Classical theory of hydraulics optimization for maximum drilling rate calls for either the use of empirical correlations or the use of optimization theory to maximize some arbitrary objective functions such as maximum bit hydraulic horsepower or jet impact force.
Concept of hydraulic optimization for maximum drilling rate when drilling with foam, however, is not well investigated. Compressible nature of the foam makes the use of conventional optimization theory difficult.
A transient-mechanistic model of cuttings transport with foam has been developed and numerically solved recently. In this study, the new model has been used to re-visit classical theory of hydraulic optimization (i.e. maximum bit hydraulic horsepower/ jet impact force criteria).
A new methodology has been suggested to determine optimum gas/liquid injection rates for maximizing drilling rate when drilling with foam while keeping the bottom hole pressure minimum.
The new method can be easily used in the field to determine best combination of gas/liquid injection rates and total bit flow area (i.e. jet nozzle sizes) such that maximum drilling rate is achieved.
Foam is often used as a circulating fluid in underbalanced drilling operations because of its high viscosity and variable density. Applications of foam as a drilling fluid in many drilling operations, and the results from various field cases are well documented1–6.

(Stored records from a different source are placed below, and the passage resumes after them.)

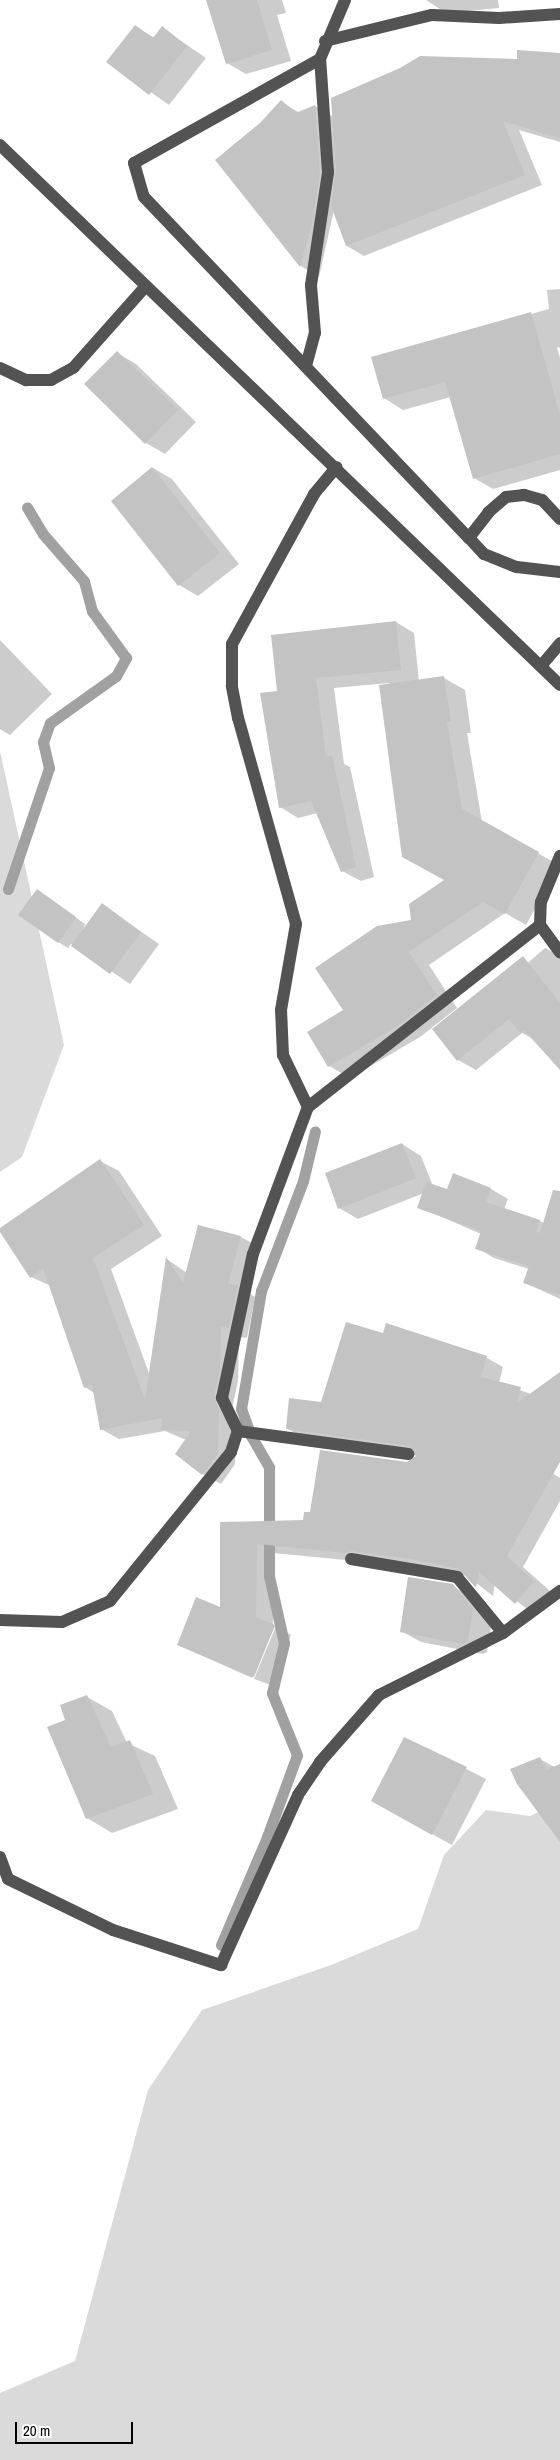 <!DOCTYPE html>
<html>
<head>
<meta charset="utf-8">
<style>
	body { margin:0 }
	#map { position:relative; width:560px; height:2460px; overflow:hidden; background:#fff; font-family:"Archivo Narrow",sans-serif }
	div>[style] { position:absolute }
	.green>* { inset:0; background:#dadada }
	.shadow>* { inset:0; background:#0003 }
	.stream>* { height:11px; margin:-5.5px; padding:0 5.5px; transform-origin:5.5px; border-radius:5.5px; background:#a1a1a1 }
	.building>* { inset:0; background:#c3c3c3 }
	.minor>* { height:12px; margin:-6px; padding:0 6px; transform-origin:6px; border-radius:6px; background:#535353 }
	span { translate:-50% -50%; white-space:nowrap; text-align:center; line-height:1.15; -webkit-text-stroke:5px #fff; paint-order:stroke }
	.scale { position:absolute; left:15px; top:2422px; width:118px; height:22px; box-sizing:border-box; border:2px solid #000; border-top:0; padding-left:6px; font-size:15px; line-height:18px; white-space:nowrap; color:#000; -webkit-text-stroke:4px #fff; paint-order:stroke }
</style>
</head>
<body>
<div id="map">
	<div class="green">
		<div style="clip-path:polygon(0 751px,64px 1045px,22px 1157px,0 1172px)"></div>
		<div style="clip-path:polygon(560px 1802px,560px 2460px,0 2460px,0 2393px,75px 2361px,148px 2090px,202px 2010px,331px 1965px,418px 1929px,444px 1855px,486px 1810px,530px 1816px)"></div>
	</div>
	<div class="shadow">
		<div style="clip-path:polygon(227px 0,282px 0,286px 13px,277px 15px,291px 61px,246px 74px,227px 63px)"></div>
		<div style="clip-path:polygon(426px 0,498px 0,499px 8px,446px 13px)"></div>
		<div style="clip-path:polygon(136px 27px,155px 38px,162px 28px,206px 58px,169px 105px,108px 62px)"></div>
		<div style="clip-path:polygon(560px 71px,560px 142px,519px 130px,542px 185px,364px 256px,347px 246px,334px 210px,319px 277px,301px 266px,217px 160px,261px 124px,281px 102px,300px 113px,315px 106px,334px 117px)"></div>
		<div style="clip-path:polygon(560px 289px,560px 348px,557px 347px,560px 358px,560px 470px,493px 489px,474px 478px,451px 397px,403px 410px,384px 398px,373px 358px,549px 309px,547px 290px)"></div>
		<div style="clip-path:polygon(117px 353px,136px 364px,196px 422px,165px 454px,146px 443px)"></div>
		<div style="clip-path:polygon(153px 468px,172px 479px,239px 564px,198px 596px,179px 585px,112px 501px)"></div>
		<div style="clip-path:polygon(396px 622px,414px 633px,419px 681px,444px 678px,465px 690px,471px 733px,467px 733px,482px 822px,559px 865px,526px 925px,505px 913px,429px 965px,457px 1008px,420px 1037px,350px 1078px,329px 1066px,345px 1011px,446px 880px,389px 683px,334px 688px,344px 764px,350px 767px,374px 877px,361px 881px,342px 871px,318px 813px,298px 818px,280px 807px,278px 692px)"></div>
		<div style="clip-path:polygon(0 640px,52px 694px,10px 735px,0 729px)"></div>
		<div style="clip-path:polygon(47px 897px,85px 924px,83px 930px,102px 905px,159px 944px,130px 984px,71px 944px,68px 948px,58px 942px)"></div>
		<div style="clip-path:polygon(545px 948px,560px 956px,560px 1069px,535px 1040px,522px 1033px,476px 1070px,458px 1060px,441px 1038px)"></div>
		<div style="clip-path:polygon(402px 1144px,421px 1156px,433px 1186px,448px 1191px,491px 1189px,508px 1199px,504px 1209px,540px 1221px,557px 1231px,560px 1299px,525px 1283px,529px 1269px,494px 1258px,477px 1248px,481px 1234px,419px 1207px,424px 1193px,358px 1219px,339px 1208px)"></div>
		<div style="clip-path:polygon(100px 1161px,119px 1171px,162px 1236px,111px 1269px,150px 1376px,167px 1259px,187px 1273px,241px 1237px,259px 1247px,247px 1292px,255px 1297px,247px 1338px,239px 1337px,238px 1381px,232px 1408px,237px 1421px,235px 1464px,221px 1484px,203px 1474px,186px 1440px,165px 1431px,119px 1439px,101px 1429px,94px 1393px,85px 1387px,51px 1286px,31px 1277px,0 1230px)"></div>
		<div style="clip-path:polygon(387px 1325px,487px 1358px,503px 1367px,499px 1383px,531px 1394px,560px 1373px,560px 1447px,536px 1463px,560px 1478px,560px 1501px,523px 1567px,550px 1591px,532px 1613px,495px 1584px,493px 1596px,467px 1576px,429px 1568px,273px 1553px,273px 1625px,275px 1626px,252px 1678px,178px 1645px,222px 1609px,222px 1523px,304px 1522px,311px 1514px,418px 1456px,304px 1438px,288px 1429px,322px 1403px,384px 1335px)"></div>
		<div style="clip-path:polygon(452px 1586px,472px 1597px,492px 1621px,487px 1652px,483px 1654px,421px 1642px,401px 1631px)"></div>
		<div style="clip-path:polygon(276px 1626px,291px 1635px,271px 1685px,254px 1679px)"></div>
		<div style="clip-path:polygon(87px 1697px,112px 1711px,127px 1743px,155px 1756px,178px 1809px,112px 1833px,87px 1818px,66px 1721px)"></div>
		<div style="clip-path:polygon(405px 1738px,486px 1779px,452px 1845px,392px 1812px)"></div>
		<div style="clip-path:polygon(540px 1759px,560px 1770px,560px 1839px)"></div>
	</div>
	<div class="stream">
		<div style="left:8px;top:889px;width:128px;rotate:-71.3deg"></div>
		<div style="left:49px;top:768px;width:27px;rotate:-103deg"></div>
		<div style="left:43px;top:742px;width:20px;rotate:-70deg"></div>
		<div style="left:50px;top:723px;width:81px;rotate:-35.5deg"></div>
		<div style="left:116px;top:676px;width:21px;rotate:-61deg"></div>
		<div style="left:126px;top:658px;width:58px;rotate:-125.9deg"></div>
		<div style="left:92px;top:611px;width:31px;rotate:-105deg"></div>
		<div style="left:84px;top:581px;width:62px;rotate:-131.1deg"></div>
		<div style="left:43px;top:534px;width:31px;rotate:-121deg"></div>
		<div style="left:221px;top:1945px;width:117px;rotate:-66.9deg"></div>
		<div style="left:267px;top:1837px;width:87px;rotate:-69.9deg"></div>
		<div style="left:297px;top:1755px;width:67px;rotate:-112deg"></div>
		<div style="left:272px;top:1693px;width:51px;rotate:-76.5deg"></div>
		<div style="left:284px;top:1643px;width:69px;rotate:-102.6deg"></div>
		<div style="left:269px;top:1576px;width:109px;rotate:-90deg"></div>
		<div style="left:269px;top:1467px;width:36px;rotate:-120deg"></div>
		<div style="left:251px;top:1436px;width:29px;rotate:-110deg"></div>
		<div style="left:241px;top:1409px;width:120px;rotate:-80.4deg"></div>
		<div style="left:261px;top:1291px;width:118px;rotate:-69.1deg"></div>
		<div style="left:303px;top:1181px;width:51px;rotate:-76.5deg"></div>
	</div>
	<div class="building">
		<div style="clip-path:polygon(206px 0,257px 0,272px 50px,226px 64px)"></div>
		<div style="clip-path:polygon(135px 25px,153px 38px,162px 26px,187px 46px,149px 95px,106px 62px)"></div>
		<div style="clip-path:polygon(517px 50px,560px 53px,560px 138px,503px 121px,525px 175px,346px 246px,331px 206px,336px 172px,331px 98px,400px 68px,420px 56px,517px 59px)"></div>
		<div style="clip-path:polygon(281px 100px,296px 113px,315px 105px,320px 172px,313px 219px,300px 267px,215px 160px,260px 123px)"></div>
		<div style="clip-path:polygon(531px 312px,560px 415px,560px 454px,473px 479px,445px 382px,383px 399px,371px 357px)"></div>
		<div style="clip-path:polygon(117px 351px,178px 410px,145px 444px,84px 384px)"></div>
		<div style="clip-path:polygon(152px 467px,220px 553px,178px 586px,111px 501px)"></div>
		<div style="clip-path:polygon(396px 621px,401px 670px,316px 678px,326px 757px,332px 755px,356px 867px,341px 872px,311px 801px,279px 808px,260px 693px,277px 691px,271px 635px)"></div>
		<div style="clip-path:polygon(444px 676px,451px 721px,447px 722px,462px 809px,539px 852px,505px 914px,483px 902px,409px 952px,437px 995px,399px 1025px,328px 1067px,307px 1032px,343px 1010px,315px 968px,377px 926px,411px 920px,409px 904px,444px 880px,402px 857px,379px 685px)"></div>
		<div style="clip-path:polygon(37px 889px,76px 917px,58px 943px,18px 915px)"></div>
		<div style="clip-path:polygon(102px 903px,141px 932px,110px 974px,71px 946px)"></div>
		<div style="clip-path:polygon(523px 956px,560px 1003px,560px 1070px,524px 1030px,520px 1033px,509px 1019px,457px 1061px,432px 1029px)"></div>
		<div style="clip-path:polygon(402px 1143px,416px 1178px,338px 1209px,325px 1173px)"></div>
		<div style="clip-path:polygon(100px 1159px,144px 1225px,93px 1258px,145px 1400px,166px 1257px,183px 1283px,198px 1225px,241px 1236px,228px 1284px,238px 1285px,229px 1328px,221px 1327px,220px 1370px,214px 1397px,219px 1410px,218px 1454px,202px 1475px,175px 1454px,191px 1431px,161px 1430px,162px 1418px,100px 1430px,92px 1385px,84px 1388px,43px 1268px,30px 1278px,0 1232px,0 1228px)"></div>
		<div style="clip-path:polygon(453px 1173px,491px 1188px,486px 1202px,540px 1220px,536px 1232px,540px 1233px,553px 1190px,560px 1191px,560px 1295px,523px 1283px,529px 1266px,475px 1249px,481px 1231px,417px 1208px,426px 1182px,447px 1189px)"></div>
		<div style="clip-path:polygon(346px 1322px,383px 1333px,386px 1323px,487px 1356px,481px 1377px,521px 1387px,517px 1403px,560px 1372px,560px 1462px,507px 1556px,534px 1581px,515px 1604px,479px 1572px,476px 1588px,459px 1569px,411px 1559px,352px 1551px,346px 1553px,257px 1544px,256px 1617px,275px 1625px,254px 1677px,177px 1645px,196px 1597px,220px 1607px,220px 1522px,303px 1520px,304px 1512px,310px 1512px,320px 1450px,407px 1462px,416px 1456px,409px 1446px,286px 1429px,289px 1398px,321px 1402px)"></div>
		<div style="clip-path:polygon(408px 1577px,453px 1584px,473px 1609px,468px 1641px,463px 1644px,400px 1632px)"></div>
		<div style="clip-path:polygon(87px 1695px,111px 1747px,130px 1740px,153px 1794px,86px 1819px,47px 1727px,65px 1720px,60px 1705px)"></div>
		<div style="clip-path:polygon(404px 1737px,467px 1767px,432px 1835px,371px 1801px)"></div>
		<div style="clip-path:polygon(540px 1757px,546px 1770px,560px 1764px,560px 1842px,517px 1784px,510px 1769px)"></div>
	</div>
	<div class="minor">
		<div style="left:325px;top:41px;width:110px;rotate:-13.7deg"></div>
		<div style="left:432px;top:15px;width:67px;rotate:2.6deg"></div>
		<div style="left:499px;top:18px;width:61px;rotate:-3.8deg"></div>
		<div style="left:320px;top:59px;width:213px;rotate:150.8deg"></div>
		<div style="left:134px;top:163px;width:35px;rotate:74deg"></div>
		<div style="left:144px;top:197px;width:471px;rotate:46.4deg"></div>
		<div style="left:0;top:145px;width:778px;rotate:43.96deg"></div>
		<div style="left:306px;top:366px;width:34px;rotate:-75deg"></div>
		<div style="left:315px;top:333px;width:48px;rotate:-94.8deg"></div>
		<div style="left:311px;top:285px;width:114px;rotate:-81.4deg"></div>
		<div style="left:328px;top:172px;width:113px;rotate:-94deg"></div>
		<div style="left:320px;top:59px;width:64px;rotate:-67deg"></div>
		<div style="left:0;top:368px;width:29px;rotate:25deg"></div>
		<div style="left:26px;top:380px;width:25px"></div>
		<div style="left:51px;top:380px;width:26px;rotate:-29deg"></div>
		<div style="left:74px;top:367px;width:108px;rotate:-48.4deg"></div>
		<div style="left:560px;top:519px;width:26px;rotate:-133deg"></div>
		<div style="left:542px;top:500px;width:19px;rotate:-164deg"></div>
		<div style="left:524px;top:495px;width:18px;rotate:174deg"></div>
		<div style="left:506px;top:497px;width:23px;rotate:139deg"></div>
		<div style="left:489px;top:512px;width:33px;rotate:128deg"></div>
		<div style="left:469px;top:538px;width:22px;rotate:47deg"></div>
		<div style="left:484px;top:554px;width:35px;rotate:22deg"></div>
		<div style="left:517px;top:567px;width:43px;rotate:6.6deg"></div>
		<div style="left:541px;top:666px;width:30px;rotate:-50deg"></div>
		<div style="left:540px;top:925px;width:34px;rotate:54deg"></div>
		<div style="left:308px;top:1107px;width:58px;rotate:-115.7deg"></div>
		<div style="left:283px;top:1055px;width:45px;rotate:-92.5deg"></div>
		<div style="left:281px;top:1010px;width:87px;rotate:-80.1deg"></div>
		<div style="left:296px;top:924px;width:214px;rotate:-105.7deg"></div>
		<div style="left:238px;top:718px;width:33px;rotate:-101deg"></div>
		<div style="left:232px;top:686px;width:42px;rotate:-90deg"></div>
		<div style="left:232px;top:644px;width:171px;rotate:-61.3deg"></div>
		<div style="left:314px;top:494px;width:35px;rotate:-50deg"></div>
		<div style="left:238px;top:1431px;width:172px;rotate:7.7deg"></div>
		<div style="left:351px;top:1559px;width:108px;rotate:9.6deg"></div>
		<div style="left:457px;top:1577px;width:72px;rotate:50.6deg"></div>
		<div style="left:0;top:1620px;width:62px;rotate:1.8deg"></div>
		<div style="left:62px;top:1622px;width:52px;rotate:-23.6deg"></div>
		<div style="left:110px;top:1601px;width:192px;rotate:-50.9deg"></div>
		<div style="left:231px;top:1452px;width:22px;rotate:-72deg"></div>
		<div style="left:238px;top:1431px;width:37px;rotate:-116deg"></div>
		<div style="left:222px;top:1398px;width:147px;rotate:-77.9deg"></div>
		<div style="left:253px;top:1254px;width:157px;rotate:-69.5deg"></div>
		<div style="left:308px;top:1107px;width:295px;rotate:-38.1deg"></div>
		<div style="left:540px;top:925px;width:23px;rotate:-88deg"></div>
		<div style="left:541px;top:902px;width:50px;rotate:-67.6deg"></div>
		<div style="left:0;top:1857px;width:23px;rotate:70deg"></div>
		<div style="left:8px;top:1879px;width:117px;rotate:25.9deg"></div>
		<div style="left:113px;top:1930px;width:114px;rotate:18deg"></div>
		<div style="left:221px;top:1965px;width:187px;rotate:-65.6deg"></div>
		<div style="left:298px;top:1795px;width:40px;rotate:-56deg"></div>
		<div style="left:320px;top:1762px;width:89px;rotate:-48.6deg"></div>
		<div style="left:379px;top:1695px;width:139px;rotate:-26.6deg"></div>
		<div style="left:503px;top:1633px;width:71px;rotate:-36.4deg"></div>
	</div>
	<div class="scale">20 m</div>
</div>
</body>
</html>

Drilling hydraulics has long been recognized as one of the most important considerations for maximizing drilling efficiency and minimizing drilling cost.7–10 The concept of hydraulics optimization for drilling with incompressible fluids have been well investigated.11–17
Optimization of drilling hydraulics requires calculation of frictional pressure losses in the system and of the minimum fluid velocity to carry the cuttings in the annulus. Finding satisfactory answers for both of these problems has been a challenge for engineers even for incompressible drilling fluids.
The hydraulic optimization problem becomes more complicated when drilling with foam due to the compressible nature of the foam. Determining the optimum back pressure and gas/liquid injection rates for effective cuttings transport while achieving maximum drilling rate are some of the major questions need to be answered.
In this paper, a new methodology is presented for determining optimum combination of back pressure, gas/liquid ratio and total flow area in order to maximize the drilling rate when drilling with foam.
Classical theory of hydraulic optimization for maximum drilling rate calls for either the use of empirical correlations (such as Fullerton18 charts, or Amoco curves19) or the use of optimization theory to maximize some arbitrary objective functions such as maximum bit hydraulic horsepower and jet impact force.11–17
As stated by Swanson et al.15 "drilling hydraulics optimization, similar to many other engineering optimization problems, involves the manipulation of several independent variables to obtain a maximum (or minimum) in one or more dependent variables within boundaries imposed by cost, safety and the physical properties of the system under analysis".